Японский Раскольников убивает людей пачками. Русский «исходит соплями» после первого же убийства. Этическая дилемма у японца – сугубо внешняя, ориентированная на социум. Его критерии: «По заслугам ли я наказываю этих людей?» и «Чего от меня больше в конечном итоге – вреда или пользы?». У русского дилемма внутренняя: «Вправе ли ЛИЧНО Я стать карающим мечом судьбы?». У японца известный вопрос о «твари дрожащей» даже не возникает – он вполне чувствует себя тем «Наполеончиком», каким русский Раскольников так и не сумел стать.
Японец превращает убийства в нечто среднее между бухгалтерией и шахматной партией: строчит и строчит в свою тетрадочку, придумывает остроумные комбинации. Он – безжалостный логик, ему интересно придумывать теории о смертоубийственных свойствах тетради и тут же испытывать их, проводя кровавые эксперименты над десятками людей. Для русского убийство – творческий экспромт. Он действует как гуманитарий. Перед убийством он тоже пишет – но не строчку в бухгалтерской книге, а целую морально-философскую статью.
Японец, играя роль «бога смерти», ни на йоту не отклоняется от повседневных житейских обязанностей и отношений. Он – старательный школьник, хороший сын и брат. Даже режим сна у него не страдает. Именно эта черточка, кстати, больше всего поразила бы русское сознание XIX века: как может спать спокойно человек, в сущности – еще ребенок, ежевечерне перед сном убивающий десятки людей? Раскольников, напротив, порывает с привычным порядком существования уже на стадии замысла. А после убийства вообще на долгое время выпадает из жизни. Общество других людей его тяготит – он чувствует себя изгоем.

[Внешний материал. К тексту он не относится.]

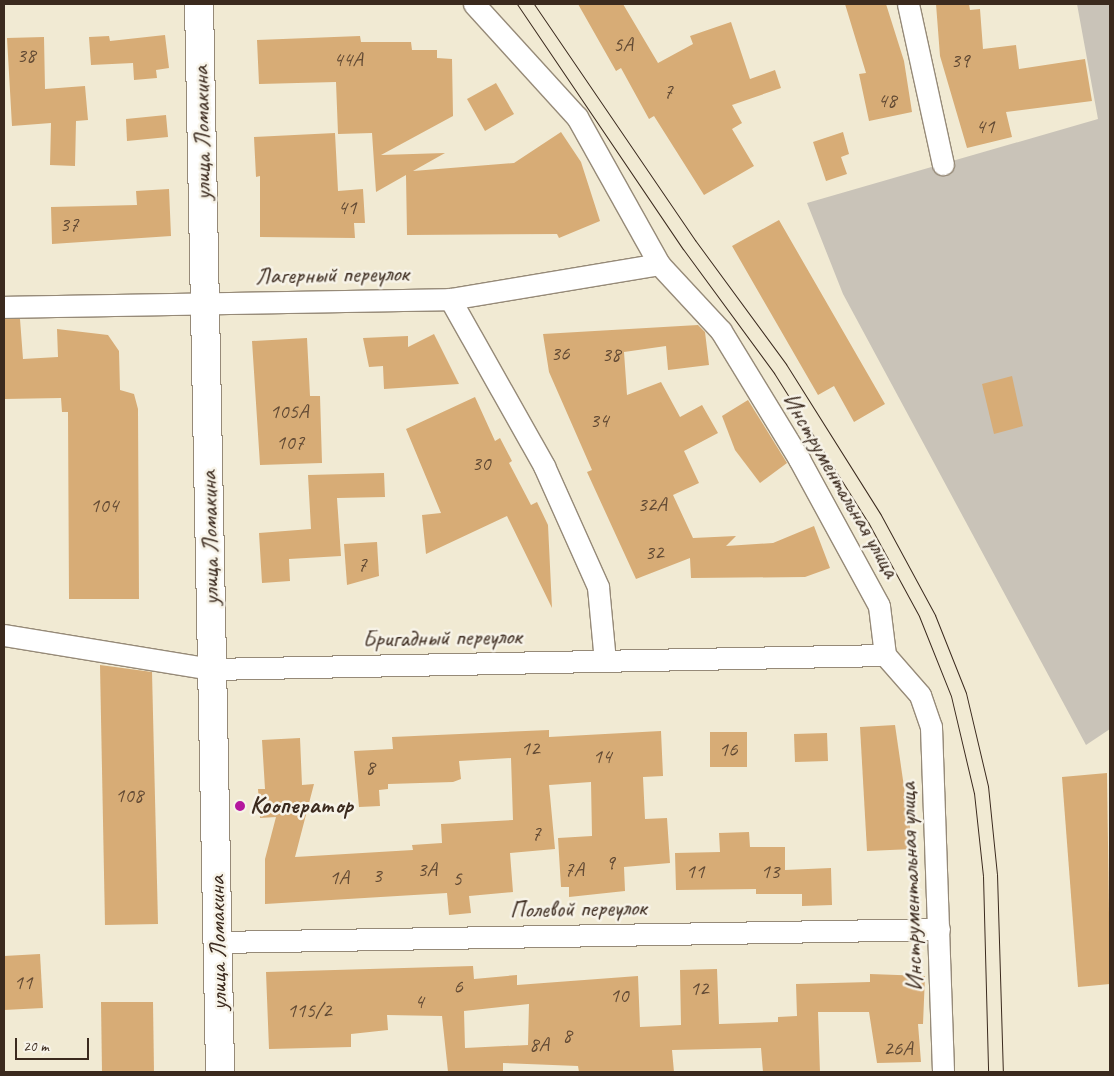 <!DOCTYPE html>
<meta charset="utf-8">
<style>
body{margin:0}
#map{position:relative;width:1114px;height:1076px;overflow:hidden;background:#f1ead3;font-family:Caveat,sans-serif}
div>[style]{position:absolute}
.industrial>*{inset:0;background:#c9c3b8}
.building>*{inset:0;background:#d7ac76}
.roads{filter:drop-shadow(1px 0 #968a78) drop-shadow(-1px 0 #968a78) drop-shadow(0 1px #968a78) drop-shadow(0 -1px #968a78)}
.minor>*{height:21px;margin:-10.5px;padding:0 10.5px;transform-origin:10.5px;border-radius:10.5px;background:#fff}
.secondary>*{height:28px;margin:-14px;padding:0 14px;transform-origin:14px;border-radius:14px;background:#fff}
.tram>*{height:1px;margin:-0.5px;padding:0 0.5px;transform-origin:0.5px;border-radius:0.5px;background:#3b2a1e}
.dots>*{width:14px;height:14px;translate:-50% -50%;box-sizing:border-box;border:2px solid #f7f3e8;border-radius:50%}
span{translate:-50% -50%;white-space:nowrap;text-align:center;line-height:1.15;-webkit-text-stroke:5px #f7f3e8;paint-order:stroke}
.number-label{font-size:21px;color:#624a34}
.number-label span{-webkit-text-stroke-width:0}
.street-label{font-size:24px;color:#3b2a1e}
.poi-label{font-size:24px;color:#3b2a1e;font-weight:700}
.left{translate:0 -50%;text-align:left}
.frame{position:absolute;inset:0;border:5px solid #3b2a1e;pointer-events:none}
.scale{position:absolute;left:15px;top:1038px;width:74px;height:22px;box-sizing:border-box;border:2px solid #3b2a1e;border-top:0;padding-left:6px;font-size:15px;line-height:18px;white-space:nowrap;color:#3b2a1e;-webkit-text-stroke:4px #f7f3e8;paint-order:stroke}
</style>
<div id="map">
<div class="industrial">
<i style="clip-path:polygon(1077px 4px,1110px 4px,1110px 729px,1086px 745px,843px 294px,807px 203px,1098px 119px)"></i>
</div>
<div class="building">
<i style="clip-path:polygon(578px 4px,623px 4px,658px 63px,693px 44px,690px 36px,731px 22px,750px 79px,775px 70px,781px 88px,732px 105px,742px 123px,732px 129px,754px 166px,704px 195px,654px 116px,649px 119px,621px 68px,616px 71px)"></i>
<i style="clip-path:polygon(845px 4px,886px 4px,904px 61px,912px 112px,869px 121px,859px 74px,866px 73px)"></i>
<i style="clip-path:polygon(936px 4px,969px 4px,970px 10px,980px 9px,983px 49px,1016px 45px,1019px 69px,1085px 59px,1092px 101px,1006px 112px,1012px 137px,967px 148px,940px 56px)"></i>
<i style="clip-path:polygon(165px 35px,169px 68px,156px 70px,157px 78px,134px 80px,133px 63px,91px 65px,89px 37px,109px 36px,110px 41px)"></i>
<i style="clip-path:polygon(360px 36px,361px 42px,411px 42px,412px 50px,437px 50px,437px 58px,452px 59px,453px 116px,381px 155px,445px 153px,413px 171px,514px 163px,561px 132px,581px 162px,600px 221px,559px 238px,557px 234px,407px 235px,406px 175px,376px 192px,372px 133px,338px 134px,336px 82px,259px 84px,257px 40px)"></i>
<i style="clip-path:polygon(44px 37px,45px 89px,85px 86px,88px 120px,76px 121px,75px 166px,50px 165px,51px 123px,12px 126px,7px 38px)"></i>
<i style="clip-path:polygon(496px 83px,514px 114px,485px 131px,467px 99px)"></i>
<i style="clip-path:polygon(166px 115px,168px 137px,127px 141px,126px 119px)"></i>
<i style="clip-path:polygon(843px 132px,849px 154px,841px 157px,847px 174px,826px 181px,813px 142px)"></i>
<i style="clip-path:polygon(335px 133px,338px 191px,363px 189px,365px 223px,354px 223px,355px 238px,260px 237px,260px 176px,256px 177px,254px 137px)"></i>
<i style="clip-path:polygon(169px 189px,171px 236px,52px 244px,51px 207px,137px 205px,136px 191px)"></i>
<i style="clip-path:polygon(779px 220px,885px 404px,854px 422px,834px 386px,818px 395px,732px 246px)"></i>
<i style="clip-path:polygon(4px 319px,20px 319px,23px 359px,58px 357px,57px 329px,108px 335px,119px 351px,120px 390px,134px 394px,138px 409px,139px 599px,69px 599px,68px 412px,62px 412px,61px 398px,4px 399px)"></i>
<i style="clip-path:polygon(698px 325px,705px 332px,709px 365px,668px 370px,666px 346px,624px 352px,627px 395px,661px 382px,680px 417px,702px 405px,718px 433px,684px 451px,699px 483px,673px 495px,693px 538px,736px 536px,726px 546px,773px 543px,814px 526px,830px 568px,805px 577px,691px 578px,690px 558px,636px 579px,587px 472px,592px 470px,549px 372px,543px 334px)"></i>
<i style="clip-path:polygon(434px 334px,459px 384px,384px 389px,383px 366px,369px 367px,363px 338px,408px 336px,408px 347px)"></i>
<i style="clip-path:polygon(307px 338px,310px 396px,320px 396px,322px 463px,260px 465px,252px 341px)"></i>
<i style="clip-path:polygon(1012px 376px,1023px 426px,994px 434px,982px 384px)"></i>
<i style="clip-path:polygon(475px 397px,495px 441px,500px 438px,512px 461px,509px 463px,531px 505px,537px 502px,548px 525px,552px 608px,507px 516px,426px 554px,422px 515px,441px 513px,406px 429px)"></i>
<i style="clip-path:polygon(748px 400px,787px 463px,760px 483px,735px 450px,722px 416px)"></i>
<i style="clip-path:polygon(384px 473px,385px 497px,337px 498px,341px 556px,289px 559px,290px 581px,262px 583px,259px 533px,311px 529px,308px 475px)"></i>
<i style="clip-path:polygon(377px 542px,379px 576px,347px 585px,344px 544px)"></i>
<i style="clip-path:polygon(100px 665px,152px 672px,158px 924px,105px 925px)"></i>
<i style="clip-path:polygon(895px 725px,913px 849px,867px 851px,860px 727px)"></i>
<i style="clip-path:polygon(549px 730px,549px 737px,661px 731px,663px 776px,643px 777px,645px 819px,667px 818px,670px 863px,624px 867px,625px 891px,569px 897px,569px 887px,561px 887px,558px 838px,592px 836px,591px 782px,549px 785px,555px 849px,510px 853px,513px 892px,469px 896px,471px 913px,449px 915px,447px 893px,265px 904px,265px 859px,276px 817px,260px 818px,258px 789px,265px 789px,262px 740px,300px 738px,302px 785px,314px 784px,295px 857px,413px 850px,412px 845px,442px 843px,441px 824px,513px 820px,511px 758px,459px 761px,461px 779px,453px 782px,388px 784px,388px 789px,379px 790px,380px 806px,359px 807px,354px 751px,393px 749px,392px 737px)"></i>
<i style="clip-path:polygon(710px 732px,747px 732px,747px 767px,710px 767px)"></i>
<i style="clip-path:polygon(827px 733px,828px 761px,795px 762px,794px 734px)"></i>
<i style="clip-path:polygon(1107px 773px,1110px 984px,1078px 987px,1062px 777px)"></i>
<i style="clip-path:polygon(749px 832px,750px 847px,785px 847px,785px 870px,831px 868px,832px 905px,802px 906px,802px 894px,756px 894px,756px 889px,676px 890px,675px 853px,720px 852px,719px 833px)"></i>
<i style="clip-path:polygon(40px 954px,43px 1008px,4px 1010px,4px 956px)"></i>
<i style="clip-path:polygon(evenodd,473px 966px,474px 979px,517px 975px,517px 985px,638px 976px,640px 1027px,681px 1025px,680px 970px,717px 969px,719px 1024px,778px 1022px,778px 1017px,797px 1016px,796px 984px,870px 982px,870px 974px,925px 976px,923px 1024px,918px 1024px,921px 1062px,877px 1063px,869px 1012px,818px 1012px,820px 1072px,763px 1072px,761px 1048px,672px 1050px,674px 1072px,579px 1072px,578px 1066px,503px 1063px,503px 1072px,448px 1072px,442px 1016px,387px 1015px,388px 1030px,351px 1034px,351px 1047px,269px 1049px,266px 972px,473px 966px,529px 1004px,528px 1045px,465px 1048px,464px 1011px,529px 1004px)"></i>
<i style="clip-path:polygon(101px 1002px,153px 1002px,154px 1072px,102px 1072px)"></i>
</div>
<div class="roads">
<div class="minor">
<i style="left:474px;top:4px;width:153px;rotate:47.7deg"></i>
<i style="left:577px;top:117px;width:168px;rotate:60.8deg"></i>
<i style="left:659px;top:264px;width:91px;rotate:47.2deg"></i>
<i style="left:721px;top:331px;width:150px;rotate:58.6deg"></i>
<i style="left:799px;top:459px;width:167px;rotate:61.4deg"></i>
<i style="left:879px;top:606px;width:49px;rotate:83deg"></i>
<i style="left:885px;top:655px;width:53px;rotate:48.8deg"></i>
<i style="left:920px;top:695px;width:34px;rotate:71deg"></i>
<i style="left:931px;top:727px;width:345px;rotate:88deg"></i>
<i style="left:908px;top:4px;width:164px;rotate:77.7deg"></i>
<i style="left:450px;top:299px;width:192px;rotate:60.6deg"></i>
<i style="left:544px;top:466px;width:133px;rotate:65.9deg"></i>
<i style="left:598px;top:587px;width:74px;rotate:84.6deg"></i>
<i style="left:4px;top:307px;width:446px;rotate:-1deg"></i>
<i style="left:450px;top:299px;width:212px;rotate:-9.5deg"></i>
<i style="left:4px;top:635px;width:211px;rotate:9.3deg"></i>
<i style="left:212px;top:669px;width:673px;rotate:-1.19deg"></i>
<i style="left:218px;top:942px;width:721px;rotate:-1.03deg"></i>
</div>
<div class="secondary">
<i style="left:199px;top:4px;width:1068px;rotate:88.87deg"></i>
</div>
</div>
<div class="tram">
<i style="left:517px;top:4px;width:296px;rotate:55.9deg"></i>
<i style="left:683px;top:249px;width:154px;rotate:53.7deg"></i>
<i style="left:774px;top:373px;width:176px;rotate:57.8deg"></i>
<i style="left:868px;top:522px;width:107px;rotate:61.5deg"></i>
<i style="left:919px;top:616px;width:86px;rotate:68.2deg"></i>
<i style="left:951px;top:696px;width:100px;rotate:76.7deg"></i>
<i style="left:974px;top:793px;width:83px;rotate:83.8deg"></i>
<i style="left:983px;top:876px;width:196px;rotate:88.5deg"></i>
<i style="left:534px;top:4px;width:286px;rotate:55.7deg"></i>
<i style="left:695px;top:240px;width:154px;rotate:53.7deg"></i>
<i style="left:786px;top:364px;width:178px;rotate:57.8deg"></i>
<i style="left:881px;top:515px;width:114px;rotate:61.6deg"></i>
<i style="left:935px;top:615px;width:84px;rotate:68.3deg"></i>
<i style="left:966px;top:693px;width:96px;rotate:76.7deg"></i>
<i style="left:988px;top:786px;width:88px;rotate:84.2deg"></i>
<i style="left:997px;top:874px;width:198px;rotate:88.3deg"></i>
</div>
<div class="dots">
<i style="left:240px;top:806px;background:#b5179e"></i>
</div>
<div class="number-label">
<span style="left:623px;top:44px">5А</span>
<span style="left:26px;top:55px">38</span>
<span style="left:348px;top:59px">44А</span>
<span style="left:960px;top:60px">39</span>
<span style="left:668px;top:91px">7</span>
<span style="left:887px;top:100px">48</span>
<span style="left:985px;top:126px">41</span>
<span style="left:347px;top:207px">41</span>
<span style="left:69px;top:224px">37</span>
<span style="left:560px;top:353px">36</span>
<span style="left:611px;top:354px">38</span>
<span style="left:289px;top:411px">105А</span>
<span style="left:599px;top:420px">34</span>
<span style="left:290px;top:442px">107</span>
<span style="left:481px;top:463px">30</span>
<span style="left:652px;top:504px">32А</span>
<span style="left:104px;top:505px">104</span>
<span style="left:654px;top:552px">32</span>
<span style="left:362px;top:564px">7</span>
<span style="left:530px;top:748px">12</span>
<span style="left:728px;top:749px">16</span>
<span style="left:602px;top:756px">14</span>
<span style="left:370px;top:767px">8</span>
<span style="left:129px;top:795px">108</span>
<span style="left:536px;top:833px">7</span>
<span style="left:610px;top:862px">9</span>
<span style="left:427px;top:869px">3А</span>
<span style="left:574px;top:869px">7А</span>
<span style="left:695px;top:871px">11</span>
<span style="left:770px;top:871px">13</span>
<span style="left:377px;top:875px">3</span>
<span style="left:339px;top:877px">1А</span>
<span style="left:457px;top:878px">5</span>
<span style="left:23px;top:982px">11</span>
<span style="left:458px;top:986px">6</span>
<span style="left:699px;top:988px">12</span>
<span style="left:619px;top:995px">10</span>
<span style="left:419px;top:1001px">4</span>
<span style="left:309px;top:1010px">115/2</span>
<span style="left:567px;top:1035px">8</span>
<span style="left:539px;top:1044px">8А</span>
<span style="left:898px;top:1048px">26А</span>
</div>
<div class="street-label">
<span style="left:202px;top:133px;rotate:-91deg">улица Ломакина</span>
<span style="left:332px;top:275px;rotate:-1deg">Лагерный переулок</span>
<span style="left:841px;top:485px;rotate:60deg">Инструментальная улица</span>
<span style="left:210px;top:538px;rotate:-91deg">улица Ломакина</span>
<span style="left:442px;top:638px;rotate:-1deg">Бригадный переулок</span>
<span style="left:911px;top:887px;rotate:-92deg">Инструментальная улица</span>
<span style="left:578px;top:909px;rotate:-1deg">Полевой переулок</span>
<span style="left:218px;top:943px;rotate:-91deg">улица Ломакина</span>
</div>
<div class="poi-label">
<span class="left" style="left:250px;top:806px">Кооператор</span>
</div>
<div class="frame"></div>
<div class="scale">20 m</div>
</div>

Раскольников – безотцовщина. Отсутствие значимого отца абсолютно необходимо для этой книги Достоевского. Напротив, японец – сын своего отца. Превращаясь в «карающий меч правосудия», японский Раскольников не порывает с семьей, напротив, доводит семейную традицию до максимальной степени развития. Его отец – важный полицейский чин, борец с преступностью без страха и упрека. Зная, что отец возглавляет расследование по его же собственному делу, он не перестает его уважать, ибо тот исполняет свой Долг. Более того, он отчасти еще и играет в пользу отца, например, убивая агентов ФБР, которые должны были следить за японскими следователями.
Раскольников – атеист-богоборец, человек, сознательно порвавший с православием. Японский аналог отнюдь не порывает с японской религиозной традицией. Его отношения с одним из богов смерти не следует истолковывать на европейский манер, как «Договор с Дьяволом». Ближе к контексту будет следующая аналогия: Раскольников – истово верующий человек, его посещают видения некоего «Святого Топория» (Победоносцева?), который вдохновляет его «Взять топор в руци свои и покарать мерзость мира сего во имя Божие».
Чтобы усилить контраст, представим теперь, что Достоевский во второй половине XIX века написал бы «японский» вариант своего романа. В советском учебнике 30-х гг. об этой книге наверняка упоминали бы так:
«Свихнувшийся от богатства и вседозволенности сын высокопоставленного царского сатрапа, палача декабристов, взял топор и начал сотнями уничтожать всех, кто нарушил букву закона. На убийства его толкают галлюцинации клерикально-черносотенного характера. Среди жертв палача – не только отъявленные преступники, но и простые люди, не вынесшие угнетения в буржуазно-помещичьей империи и покусившиеся на собственность эксплуататоров. Он безжалостен, расчетлив, не испытывает ни капли угрызений совести. Ему нравится подвергать людей жестоким экспериментам, которые имеют один итог – смерть. Царская охранка по сути закрывает глаза на эту серию жестоких убийств. Вызов юному сатрапу осмеливается бросить только храбрая ячейка революционеров-народников, беззаветно преданных Светлой Идее, которую возглавляет гений конспирации, скрывающийся под скромной литерой «Л». Так великий писатель-гуманист заклеймил злодейскую сущность царского режима и его приспешников, и показал силы, способные вывести Россию на дорогу светлого будущего».
Появись такая «Тетрадь смерти» в России Александра III, лево-либеральная общественность восприняла бы ее как «хлесткую сатиру на режим», а право-консервативная – как «злобный пасквиль на Государя Императора».